--- Record extracts Enclosed Below ---

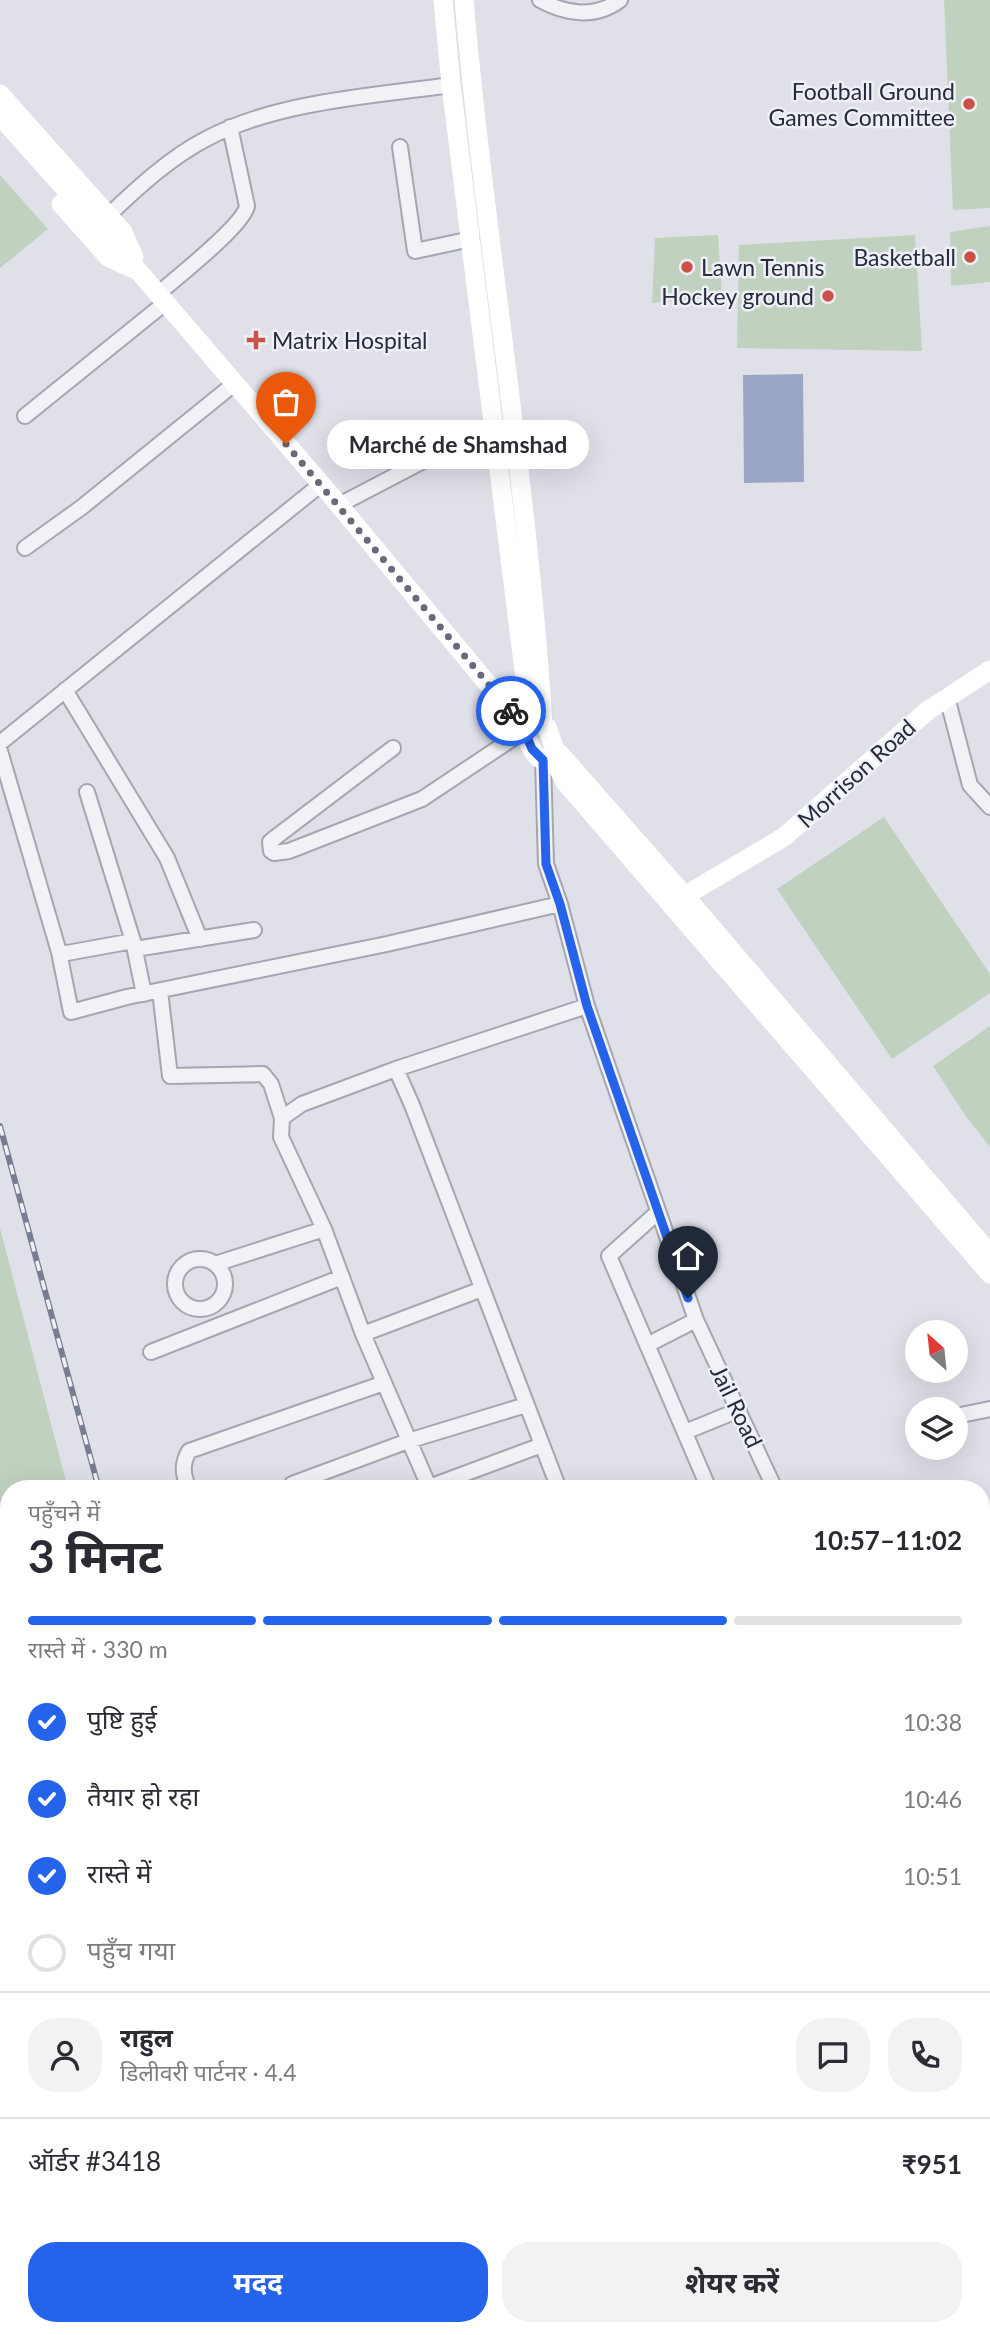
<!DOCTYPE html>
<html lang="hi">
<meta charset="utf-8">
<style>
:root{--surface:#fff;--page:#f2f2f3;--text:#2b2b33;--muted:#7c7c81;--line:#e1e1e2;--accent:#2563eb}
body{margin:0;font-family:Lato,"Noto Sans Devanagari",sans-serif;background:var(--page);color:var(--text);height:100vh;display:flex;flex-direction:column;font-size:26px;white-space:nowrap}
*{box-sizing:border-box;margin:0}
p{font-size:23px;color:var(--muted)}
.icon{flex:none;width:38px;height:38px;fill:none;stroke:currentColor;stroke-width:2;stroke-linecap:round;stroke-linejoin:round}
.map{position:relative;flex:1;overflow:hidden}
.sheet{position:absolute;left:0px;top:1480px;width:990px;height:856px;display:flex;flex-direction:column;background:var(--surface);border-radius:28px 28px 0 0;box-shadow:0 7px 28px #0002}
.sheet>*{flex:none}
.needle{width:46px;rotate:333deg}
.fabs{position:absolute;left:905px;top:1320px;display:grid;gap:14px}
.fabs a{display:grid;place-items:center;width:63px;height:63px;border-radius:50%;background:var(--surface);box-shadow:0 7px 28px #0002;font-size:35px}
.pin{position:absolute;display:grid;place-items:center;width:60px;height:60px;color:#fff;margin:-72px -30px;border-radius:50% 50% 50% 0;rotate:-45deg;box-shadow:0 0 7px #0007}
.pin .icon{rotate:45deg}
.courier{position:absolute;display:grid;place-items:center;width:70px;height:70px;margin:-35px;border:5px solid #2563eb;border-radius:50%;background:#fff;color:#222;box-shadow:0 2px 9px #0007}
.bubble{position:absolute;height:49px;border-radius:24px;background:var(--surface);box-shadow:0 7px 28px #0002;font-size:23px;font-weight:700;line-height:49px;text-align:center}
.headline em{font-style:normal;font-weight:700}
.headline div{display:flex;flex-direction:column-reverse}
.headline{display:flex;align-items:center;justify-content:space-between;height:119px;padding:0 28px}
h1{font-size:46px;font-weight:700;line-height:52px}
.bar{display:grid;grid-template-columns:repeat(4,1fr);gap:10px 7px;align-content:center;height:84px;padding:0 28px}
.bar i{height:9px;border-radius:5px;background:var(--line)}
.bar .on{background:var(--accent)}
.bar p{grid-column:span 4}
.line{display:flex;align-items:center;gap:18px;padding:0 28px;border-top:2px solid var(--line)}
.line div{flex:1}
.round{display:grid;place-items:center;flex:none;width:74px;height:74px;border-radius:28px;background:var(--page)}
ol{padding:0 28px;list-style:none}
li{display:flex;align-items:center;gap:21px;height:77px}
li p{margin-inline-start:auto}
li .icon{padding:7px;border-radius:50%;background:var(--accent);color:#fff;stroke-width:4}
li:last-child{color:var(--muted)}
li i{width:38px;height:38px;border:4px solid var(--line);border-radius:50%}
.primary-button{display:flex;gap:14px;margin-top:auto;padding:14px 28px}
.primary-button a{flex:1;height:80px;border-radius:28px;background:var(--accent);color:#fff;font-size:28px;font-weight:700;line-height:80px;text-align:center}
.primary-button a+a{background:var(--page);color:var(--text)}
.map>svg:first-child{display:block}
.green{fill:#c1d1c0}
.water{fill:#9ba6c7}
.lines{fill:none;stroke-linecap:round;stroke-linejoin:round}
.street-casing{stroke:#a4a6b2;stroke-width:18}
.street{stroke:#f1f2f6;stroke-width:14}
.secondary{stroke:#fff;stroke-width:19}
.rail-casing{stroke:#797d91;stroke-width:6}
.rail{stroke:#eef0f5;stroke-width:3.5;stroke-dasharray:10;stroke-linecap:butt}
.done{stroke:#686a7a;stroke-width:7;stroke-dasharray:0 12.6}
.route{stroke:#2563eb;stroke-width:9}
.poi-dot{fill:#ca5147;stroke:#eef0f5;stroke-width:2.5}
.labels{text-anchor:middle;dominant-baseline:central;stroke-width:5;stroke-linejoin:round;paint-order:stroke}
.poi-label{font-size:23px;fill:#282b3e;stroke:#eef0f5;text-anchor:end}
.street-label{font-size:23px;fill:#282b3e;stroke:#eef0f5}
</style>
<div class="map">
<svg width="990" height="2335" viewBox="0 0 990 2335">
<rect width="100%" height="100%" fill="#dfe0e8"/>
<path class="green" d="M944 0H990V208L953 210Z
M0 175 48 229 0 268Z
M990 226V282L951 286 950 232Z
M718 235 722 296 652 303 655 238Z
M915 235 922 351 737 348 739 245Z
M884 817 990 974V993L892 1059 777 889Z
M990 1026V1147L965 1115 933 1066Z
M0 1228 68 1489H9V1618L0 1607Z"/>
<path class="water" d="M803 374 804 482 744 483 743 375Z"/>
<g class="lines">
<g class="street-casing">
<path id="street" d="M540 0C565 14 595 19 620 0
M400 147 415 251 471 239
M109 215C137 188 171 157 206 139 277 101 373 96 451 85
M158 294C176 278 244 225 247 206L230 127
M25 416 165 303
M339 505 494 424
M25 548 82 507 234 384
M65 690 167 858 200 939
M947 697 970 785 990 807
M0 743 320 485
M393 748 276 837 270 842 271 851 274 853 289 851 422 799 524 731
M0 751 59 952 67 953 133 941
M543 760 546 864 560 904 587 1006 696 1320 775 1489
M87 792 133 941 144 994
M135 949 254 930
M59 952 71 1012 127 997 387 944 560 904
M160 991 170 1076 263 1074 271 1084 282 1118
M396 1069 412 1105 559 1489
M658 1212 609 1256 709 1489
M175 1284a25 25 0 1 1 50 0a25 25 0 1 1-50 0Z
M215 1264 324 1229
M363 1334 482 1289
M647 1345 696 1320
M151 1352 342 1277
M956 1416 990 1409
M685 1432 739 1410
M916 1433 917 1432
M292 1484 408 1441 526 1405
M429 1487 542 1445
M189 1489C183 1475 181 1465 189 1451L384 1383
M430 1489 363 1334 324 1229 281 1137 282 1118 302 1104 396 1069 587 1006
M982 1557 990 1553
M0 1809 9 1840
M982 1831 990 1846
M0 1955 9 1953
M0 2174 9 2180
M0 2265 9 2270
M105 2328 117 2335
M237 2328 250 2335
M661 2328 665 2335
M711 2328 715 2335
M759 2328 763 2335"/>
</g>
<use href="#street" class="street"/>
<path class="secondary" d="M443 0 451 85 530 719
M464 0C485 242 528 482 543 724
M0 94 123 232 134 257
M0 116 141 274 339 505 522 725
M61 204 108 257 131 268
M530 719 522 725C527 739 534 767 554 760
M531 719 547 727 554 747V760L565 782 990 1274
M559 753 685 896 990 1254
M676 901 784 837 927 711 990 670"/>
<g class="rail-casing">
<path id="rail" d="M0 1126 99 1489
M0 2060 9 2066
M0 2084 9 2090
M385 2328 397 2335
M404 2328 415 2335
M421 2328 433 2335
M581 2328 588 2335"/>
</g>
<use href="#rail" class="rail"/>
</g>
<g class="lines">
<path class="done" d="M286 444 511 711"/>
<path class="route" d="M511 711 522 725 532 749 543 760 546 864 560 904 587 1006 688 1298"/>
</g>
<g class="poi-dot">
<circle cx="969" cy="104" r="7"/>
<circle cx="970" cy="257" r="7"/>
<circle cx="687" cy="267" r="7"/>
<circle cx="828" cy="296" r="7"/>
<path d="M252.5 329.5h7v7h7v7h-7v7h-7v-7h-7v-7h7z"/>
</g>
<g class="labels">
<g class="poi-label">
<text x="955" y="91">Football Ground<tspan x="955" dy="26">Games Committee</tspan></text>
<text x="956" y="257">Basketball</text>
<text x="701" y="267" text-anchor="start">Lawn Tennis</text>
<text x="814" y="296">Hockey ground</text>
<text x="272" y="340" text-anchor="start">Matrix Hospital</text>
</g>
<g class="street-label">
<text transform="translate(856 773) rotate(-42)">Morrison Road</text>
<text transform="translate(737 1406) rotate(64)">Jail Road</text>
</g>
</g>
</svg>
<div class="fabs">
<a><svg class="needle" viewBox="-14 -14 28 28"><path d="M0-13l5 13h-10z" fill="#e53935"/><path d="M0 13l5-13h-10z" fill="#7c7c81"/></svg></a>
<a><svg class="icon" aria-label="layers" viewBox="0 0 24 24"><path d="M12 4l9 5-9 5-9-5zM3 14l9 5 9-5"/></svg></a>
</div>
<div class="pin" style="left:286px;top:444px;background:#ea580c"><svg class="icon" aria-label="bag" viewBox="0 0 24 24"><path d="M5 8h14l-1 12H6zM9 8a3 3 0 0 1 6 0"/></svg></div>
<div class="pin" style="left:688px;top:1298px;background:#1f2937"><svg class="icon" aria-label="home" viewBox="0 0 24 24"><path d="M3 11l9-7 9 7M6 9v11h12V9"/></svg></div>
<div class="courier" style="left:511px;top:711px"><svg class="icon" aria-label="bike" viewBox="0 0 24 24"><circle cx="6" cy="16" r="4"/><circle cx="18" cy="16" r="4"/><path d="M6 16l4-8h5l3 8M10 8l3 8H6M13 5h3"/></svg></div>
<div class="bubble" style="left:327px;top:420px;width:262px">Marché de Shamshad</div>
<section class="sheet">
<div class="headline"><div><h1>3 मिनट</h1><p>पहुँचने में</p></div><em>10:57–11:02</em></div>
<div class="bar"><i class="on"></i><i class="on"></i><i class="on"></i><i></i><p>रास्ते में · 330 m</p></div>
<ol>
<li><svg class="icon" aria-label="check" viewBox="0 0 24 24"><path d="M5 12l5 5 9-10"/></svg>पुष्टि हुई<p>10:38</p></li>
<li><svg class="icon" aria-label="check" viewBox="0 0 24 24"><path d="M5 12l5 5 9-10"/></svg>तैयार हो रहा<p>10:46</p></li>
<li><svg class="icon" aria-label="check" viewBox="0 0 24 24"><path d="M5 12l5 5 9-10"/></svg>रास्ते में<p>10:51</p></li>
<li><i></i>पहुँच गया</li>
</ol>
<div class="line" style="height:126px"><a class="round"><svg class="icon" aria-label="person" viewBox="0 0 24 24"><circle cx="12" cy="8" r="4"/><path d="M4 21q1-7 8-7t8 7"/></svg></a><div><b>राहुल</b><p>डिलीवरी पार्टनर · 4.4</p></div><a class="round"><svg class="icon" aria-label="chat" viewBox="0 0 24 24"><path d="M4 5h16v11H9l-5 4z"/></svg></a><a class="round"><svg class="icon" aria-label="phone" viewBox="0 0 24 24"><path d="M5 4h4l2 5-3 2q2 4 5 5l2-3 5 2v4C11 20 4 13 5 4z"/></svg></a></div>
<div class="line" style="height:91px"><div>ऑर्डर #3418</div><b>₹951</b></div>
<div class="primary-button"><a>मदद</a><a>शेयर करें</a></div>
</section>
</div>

--- End of Enclosed Record extracts ---

### Problem to solve
Take the entries above and return only the lines from the one with "28px 0 0;box-shadow:0" to the one with "-30px;border-radius:50% 50% 50%", both included, unchanged.

### Solution to this problem
.sheet{position:absolute;left:0px;top:1480px;width:990px;height:856px;display:flex;flex-direction:column;background:var(--surface);border-radius:28px 28px 0 0;box-shadow:0 7px 28px #0002}
.sheet>*{flex:none}
.needle{width:46px;rotate:333deg}
.fabs{position:absolute;left:905px;top:1320px;display:grid;gap:14px}
.fabs a{display:grid;place-items:center;width:63px;height:63px;border-radius:50%;background:var(--surface);box-shadow:0 7px 28px #0002;font-size:35px}
.pin{position:absolute;display:grid;place-items:center;width:60px;height:60px;color:#fff;margin:-72px -30px;border-radius:50% 50% 50% 0;rotate:-45deg;box-shadow:0 0 7px #0007}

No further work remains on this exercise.